São Paulo (AUN - USP) - Duas espécies de peixes elétricos - Gymnotus carapo e Brachyhypopomus pinnicaurdatus - que vivem nas águas da América Central e do Sul foram objeto de estudos durante o mestrado e o doutorado de Alberto Capurro Stanham, pós-doutorando do Instituto de Física da USP. As pesquisas, realizadas entre Uruguai e Japão, servem de base para as investigações sobre coração humano e estágios do sono desenvolvidas atualmente pelo pesquisador. Resultaram na elaboração de um modelo computacional capaz de reproduzir, com bastante semelhança, o comportamento de determinados neurônios, chamados marca-passos, responsáveis pela geração e coordenação do ritmo de descargas elétricas produzidas por esses peixes. "Não se trata de um estudo de zoologia", explica Alberto, que também é graduado em medicina, "os peixes elétricos são um paradigma para compreendermos sistemas biológicos mais complexos. O que fizemos foi observar espécies simples, com condutas simples, para entender como sua rede neural as origina".
Marca-passo é uma célula que tem uma descarga regular e autônoma, ou seja, que não depende de influências externas para acontecer. Pode ser, por exemplo, um neurônio, ou uma célula muscular especial, como o marca-passo cardíaco. No cérebro dos peixes elétricos, existe um marca-passo neuronial, cuja descarga é autônoma, mas que pode ser modulada (acelerada ou refreada), dependendo do que o organismo captar do ambiente. Foi especificamente essa "resposta" do neurônio às diversas situações, também chamadas ruídos, enfrentadas pelos peixes que Alberto Capurro simulou em seu modelo computacional do marca-passo.
Dos peixes elétricos ao coração humano
As duas metas de Capurro em seu pós-doutorado no Brasil, orientado pela professora Coraci Pereira Malta, beneficiam-se dos resultados já alcançados com seus estudos anteriores. A primeira é criar um modelo computacional do marca-passo do coração humano, que enfoque especificamente a influência da respiração em seu ritmo. A segunda é possibilitar o estagiamento automático do sono por encefalograma.
"Sabemos que o marca-passo cardíaco é um oscilador autônomo, influenciado por vários fatores, e um deles é a respiração. Pretendemos compreender como esta influi na freqüência dos batimentos do coração", esclarece o pesquisador.

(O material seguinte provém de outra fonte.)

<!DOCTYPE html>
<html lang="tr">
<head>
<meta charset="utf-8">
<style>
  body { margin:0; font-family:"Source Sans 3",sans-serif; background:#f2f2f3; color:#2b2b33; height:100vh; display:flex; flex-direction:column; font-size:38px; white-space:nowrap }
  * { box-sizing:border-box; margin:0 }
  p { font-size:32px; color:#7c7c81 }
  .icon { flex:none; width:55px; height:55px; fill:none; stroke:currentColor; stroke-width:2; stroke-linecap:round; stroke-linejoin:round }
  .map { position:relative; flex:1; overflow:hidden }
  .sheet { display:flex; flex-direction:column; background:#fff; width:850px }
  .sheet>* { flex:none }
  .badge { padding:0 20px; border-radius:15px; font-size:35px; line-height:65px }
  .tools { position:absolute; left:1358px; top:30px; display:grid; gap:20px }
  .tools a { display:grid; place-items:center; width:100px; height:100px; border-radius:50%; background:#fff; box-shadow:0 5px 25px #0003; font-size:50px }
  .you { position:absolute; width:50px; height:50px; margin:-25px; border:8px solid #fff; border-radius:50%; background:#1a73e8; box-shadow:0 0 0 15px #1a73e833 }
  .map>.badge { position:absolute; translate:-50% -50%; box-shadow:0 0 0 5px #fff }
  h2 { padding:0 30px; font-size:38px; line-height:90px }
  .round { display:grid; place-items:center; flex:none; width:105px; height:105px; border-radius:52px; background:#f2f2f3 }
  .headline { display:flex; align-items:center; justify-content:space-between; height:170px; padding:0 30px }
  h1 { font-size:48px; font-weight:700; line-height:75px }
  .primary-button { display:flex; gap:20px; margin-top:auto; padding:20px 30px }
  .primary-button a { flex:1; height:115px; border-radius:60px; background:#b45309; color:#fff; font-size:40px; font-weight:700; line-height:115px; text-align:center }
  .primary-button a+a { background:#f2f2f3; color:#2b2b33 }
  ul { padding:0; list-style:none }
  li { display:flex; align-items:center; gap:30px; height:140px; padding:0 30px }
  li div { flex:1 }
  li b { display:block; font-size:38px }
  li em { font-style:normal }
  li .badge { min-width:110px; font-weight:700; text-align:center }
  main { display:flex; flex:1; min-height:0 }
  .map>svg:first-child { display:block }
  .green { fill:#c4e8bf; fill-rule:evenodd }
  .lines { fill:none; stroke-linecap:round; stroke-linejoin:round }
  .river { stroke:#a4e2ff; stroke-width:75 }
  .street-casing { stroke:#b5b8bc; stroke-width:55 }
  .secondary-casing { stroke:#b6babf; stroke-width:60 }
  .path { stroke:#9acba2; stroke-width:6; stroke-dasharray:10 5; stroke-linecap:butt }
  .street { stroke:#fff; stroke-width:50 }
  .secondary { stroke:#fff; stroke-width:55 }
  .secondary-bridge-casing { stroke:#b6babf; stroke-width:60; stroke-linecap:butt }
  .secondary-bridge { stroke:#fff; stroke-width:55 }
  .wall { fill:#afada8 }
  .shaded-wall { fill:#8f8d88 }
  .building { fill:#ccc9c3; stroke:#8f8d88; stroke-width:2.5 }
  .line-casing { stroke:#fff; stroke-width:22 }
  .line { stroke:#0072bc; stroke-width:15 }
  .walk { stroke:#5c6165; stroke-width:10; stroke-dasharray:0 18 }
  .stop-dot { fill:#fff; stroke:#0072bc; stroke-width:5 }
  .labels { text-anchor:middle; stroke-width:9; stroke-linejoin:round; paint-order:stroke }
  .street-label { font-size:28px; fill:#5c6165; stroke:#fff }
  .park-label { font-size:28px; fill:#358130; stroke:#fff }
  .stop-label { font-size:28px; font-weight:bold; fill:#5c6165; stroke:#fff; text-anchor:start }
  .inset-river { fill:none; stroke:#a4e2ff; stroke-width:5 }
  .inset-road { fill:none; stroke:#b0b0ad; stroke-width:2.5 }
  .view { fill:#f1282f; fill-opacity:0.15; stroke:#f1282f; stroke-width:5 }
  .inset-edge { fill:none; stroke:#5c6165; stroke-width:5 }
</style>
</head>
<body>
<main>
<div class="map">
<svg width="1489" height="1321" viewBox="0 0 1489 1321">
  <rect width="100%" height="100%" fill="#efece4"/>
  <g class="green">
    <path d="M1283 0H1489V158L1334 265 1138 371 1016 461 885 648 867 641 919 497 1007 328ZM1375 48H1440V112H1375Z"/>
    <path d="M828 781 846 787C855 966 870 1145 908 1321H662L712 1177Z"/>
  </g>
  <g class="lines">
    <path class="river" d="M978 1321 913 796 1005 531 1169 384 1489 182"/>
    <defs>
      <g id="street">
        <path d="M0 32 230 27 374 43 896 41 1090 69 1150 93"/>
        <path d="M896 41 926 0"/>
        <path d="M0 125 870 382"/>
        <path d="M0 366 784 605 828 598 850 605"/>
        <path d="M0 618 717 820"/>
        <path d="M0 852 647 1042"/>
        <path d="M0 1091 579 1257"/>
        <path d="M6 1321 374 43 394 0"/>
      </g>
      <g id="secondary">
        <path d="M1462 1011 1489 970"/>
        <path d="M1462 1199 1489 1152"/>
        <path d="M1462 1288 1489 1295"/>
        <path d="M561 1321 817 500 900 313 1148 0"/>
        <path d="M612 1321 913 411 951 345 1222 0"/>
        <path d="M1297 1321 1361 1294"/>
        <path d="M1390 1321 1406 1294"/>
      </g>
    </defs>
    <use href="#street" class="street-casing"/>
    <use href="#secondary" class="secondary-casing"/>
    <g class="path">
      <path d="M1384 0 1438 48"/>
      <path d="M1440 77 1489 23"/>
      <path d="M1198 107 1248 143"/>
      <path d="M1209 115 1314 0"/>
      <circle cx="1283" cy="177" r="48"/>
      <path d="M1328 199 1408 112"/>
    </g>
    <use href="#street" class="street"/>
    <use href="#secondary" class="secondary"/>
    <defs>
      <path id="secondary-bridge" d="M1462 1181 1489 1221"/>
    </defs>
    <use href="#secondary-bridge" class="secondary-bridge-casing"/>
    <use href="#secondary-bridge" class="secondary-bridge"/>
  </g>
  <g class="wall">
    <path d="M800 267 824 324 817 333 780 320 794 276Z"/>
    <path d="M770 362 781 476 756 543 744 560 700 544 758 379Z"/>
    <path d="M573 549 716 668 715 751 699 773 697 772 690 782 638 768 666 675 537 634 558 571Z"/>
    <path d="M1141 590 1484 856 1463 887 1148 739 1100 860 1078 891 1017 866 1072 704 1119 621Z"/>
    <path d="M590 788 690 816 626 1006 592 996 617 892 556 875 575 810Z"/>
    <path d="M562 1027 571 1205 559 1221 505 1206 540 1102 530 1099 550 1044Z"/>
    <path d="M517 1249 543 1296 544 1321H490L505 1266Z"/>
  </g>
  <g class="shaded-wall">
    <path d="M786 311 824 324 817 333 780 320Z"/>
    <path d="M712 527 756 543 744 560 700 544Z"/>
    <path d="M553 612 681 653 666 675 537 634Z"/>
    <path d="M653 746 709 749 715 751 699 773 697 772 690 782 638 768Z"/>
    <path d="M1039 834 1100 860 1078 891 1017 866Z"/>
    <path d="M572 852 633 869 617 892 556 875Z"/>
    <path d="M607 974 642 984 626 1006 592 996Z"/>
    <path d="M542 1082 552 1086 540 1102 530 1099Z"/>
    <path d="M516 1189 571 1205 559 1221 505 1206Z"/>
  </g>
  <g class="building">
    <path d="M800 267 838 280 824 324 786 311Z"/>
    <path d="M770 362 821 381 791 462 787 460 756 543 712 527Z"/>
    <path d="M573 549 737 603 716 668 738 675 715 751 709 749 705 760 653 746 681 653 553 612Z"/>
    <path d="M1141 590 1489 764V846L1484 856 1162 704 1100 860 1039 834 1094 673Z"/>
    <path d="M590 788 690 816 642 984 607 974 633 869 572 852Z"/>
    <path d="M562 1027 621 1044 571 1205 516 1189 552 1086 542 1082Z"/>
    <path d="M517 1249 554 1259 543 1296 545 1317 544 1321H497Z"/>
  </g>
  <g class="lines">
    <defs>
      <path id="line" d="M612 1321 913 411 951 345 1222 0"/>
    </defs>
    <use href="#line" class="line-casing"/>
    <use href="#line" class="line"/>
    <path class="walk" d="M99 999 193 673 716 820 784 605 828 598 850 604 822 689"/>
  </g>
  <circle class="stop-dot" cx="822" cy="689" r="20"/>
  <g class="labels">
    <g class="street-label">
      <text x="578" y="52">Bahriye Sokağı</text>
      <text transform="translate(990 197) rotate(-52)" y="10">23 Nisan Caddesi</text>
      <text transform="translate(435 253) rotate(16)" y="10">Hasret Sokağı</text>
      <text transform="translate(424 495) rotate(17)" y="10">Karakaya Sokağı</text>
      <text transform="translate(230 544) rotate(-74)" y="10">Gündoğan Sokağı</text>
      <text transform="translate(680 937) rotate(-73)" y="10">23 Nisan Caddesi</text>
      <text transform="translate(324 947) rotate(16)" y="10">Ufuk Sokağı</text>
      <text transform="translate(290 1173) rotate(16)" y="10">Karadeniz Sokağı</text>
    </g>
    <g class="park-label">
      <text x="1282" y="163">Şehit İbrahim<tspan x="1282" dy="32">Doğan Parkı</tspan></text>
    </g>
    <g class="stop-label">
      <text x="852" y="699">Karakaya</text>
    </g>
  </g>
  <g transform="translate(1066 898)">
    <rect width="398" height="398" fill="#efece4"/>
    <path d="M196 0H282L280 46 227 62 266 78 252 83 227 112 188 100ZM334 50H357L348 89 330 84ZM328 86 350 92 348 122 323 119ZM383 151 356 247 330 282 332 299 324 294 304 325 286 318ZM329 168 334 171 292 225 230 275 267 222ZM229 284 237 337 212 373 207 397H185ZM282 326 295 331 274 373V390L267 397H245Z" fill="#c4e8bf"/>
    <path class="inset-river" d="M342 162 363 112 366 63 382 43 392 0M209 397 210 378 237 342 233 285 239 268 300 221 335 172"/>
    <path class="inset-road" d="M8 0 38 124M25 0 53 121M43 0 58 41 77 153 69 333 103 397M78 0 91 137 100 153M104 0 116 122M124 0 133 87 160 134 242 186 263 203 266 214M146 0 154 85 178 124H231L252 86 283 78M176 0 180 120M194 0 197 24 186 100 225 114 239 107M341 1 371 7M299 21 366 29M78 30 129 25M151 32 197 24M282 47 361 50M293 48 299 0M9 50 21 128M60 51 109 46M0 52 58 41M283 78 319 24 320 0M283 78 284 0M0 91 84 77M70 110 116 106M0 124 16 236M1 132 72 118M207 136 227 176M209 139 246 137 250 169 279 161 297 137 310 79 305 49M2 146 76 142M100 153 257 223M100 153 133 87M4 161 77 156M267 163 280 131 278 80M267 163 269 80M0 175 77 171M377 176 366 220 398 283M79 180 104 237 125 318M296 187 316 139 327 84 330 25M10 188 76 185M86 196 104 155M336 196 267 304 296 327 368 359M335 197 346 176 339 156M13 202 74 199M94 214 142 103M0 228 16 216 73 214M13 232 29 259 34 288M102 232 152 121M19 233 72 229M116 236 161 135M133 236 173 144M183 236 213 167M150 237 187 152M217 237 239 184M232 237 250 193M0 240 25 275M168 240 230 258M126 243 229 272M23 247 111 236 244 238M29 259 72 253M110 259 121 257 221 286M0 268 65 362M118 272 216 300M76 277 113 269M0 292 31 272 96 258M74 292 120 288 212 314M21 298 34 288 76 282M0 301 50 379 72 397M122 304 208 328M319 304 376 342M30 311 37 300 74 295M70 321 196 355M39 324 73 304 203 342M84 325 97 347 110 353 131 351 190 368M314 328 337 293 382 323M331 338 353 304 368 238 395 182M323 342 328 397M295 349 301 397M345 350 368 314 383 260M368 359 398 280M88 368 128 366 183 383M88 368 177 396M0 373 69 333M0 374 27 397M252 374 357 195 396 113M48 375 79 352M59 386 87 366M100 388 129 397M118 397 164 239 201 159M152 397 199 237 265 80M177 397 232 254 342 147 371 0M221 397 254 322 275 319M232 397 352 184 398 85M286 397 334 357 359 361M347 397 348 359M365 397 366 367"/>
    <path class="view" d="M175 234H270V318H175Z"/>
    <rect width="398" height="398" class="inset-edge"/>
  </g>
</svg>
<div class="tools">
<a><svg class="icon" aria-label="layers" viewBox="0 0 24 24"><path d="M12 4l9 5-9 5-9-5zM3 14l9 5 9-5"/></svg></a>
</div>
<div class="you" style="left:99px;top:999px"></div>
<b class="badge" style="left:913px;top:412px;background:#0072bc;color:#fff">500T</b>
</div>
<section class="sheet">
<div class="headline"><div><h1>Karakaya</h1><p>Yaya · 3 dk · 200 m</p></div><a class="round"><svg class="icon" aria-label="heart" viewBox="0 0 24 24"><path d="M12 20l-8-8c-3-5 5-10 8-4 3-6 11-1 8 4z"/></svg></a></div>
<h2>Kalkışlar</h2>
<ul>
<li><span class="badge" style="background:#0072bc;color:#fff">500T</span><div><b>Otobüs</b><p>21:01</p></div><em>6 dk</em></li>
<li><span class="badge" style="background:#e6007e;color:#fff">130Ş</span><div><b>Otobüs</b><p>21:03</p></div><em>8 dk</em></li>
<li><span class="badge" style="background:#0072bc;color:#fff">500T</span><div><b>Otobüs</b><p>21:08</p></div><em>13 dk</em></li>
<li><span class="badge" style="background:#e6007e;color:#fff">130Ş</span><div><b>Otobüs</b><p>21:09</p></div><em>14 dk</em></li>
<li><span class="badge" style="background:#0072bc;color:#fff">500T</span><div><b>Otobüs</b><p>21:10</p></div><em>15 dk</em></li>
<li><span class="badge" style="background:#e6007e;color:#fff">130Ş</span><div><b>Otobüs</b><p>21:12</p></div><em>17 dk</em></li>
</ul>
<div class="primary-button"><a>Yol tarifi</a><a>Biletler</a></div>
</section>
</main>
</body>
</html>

Nesta etapa da pesquisa, as informações necessárias são extraídas por medições dos ritmos cardíaco e respiratório de pessoas durante a prática de meditação - situação em que a respiração é conduzida de maneira bem diferenciada - e comparadas às informações identificadas em pessoas comumente relaxadas.
Assim como em seus estudos com os peixes, no futuro, Capurro pretende construir um modelo computacional apto a reproduzir dados do sistema biológico em questão, que considere as influências específicas da respiração no comportamento cardíaco, sem desprezar os "ruídos" - influências aperiódicas de outras origens - que nele também interferem.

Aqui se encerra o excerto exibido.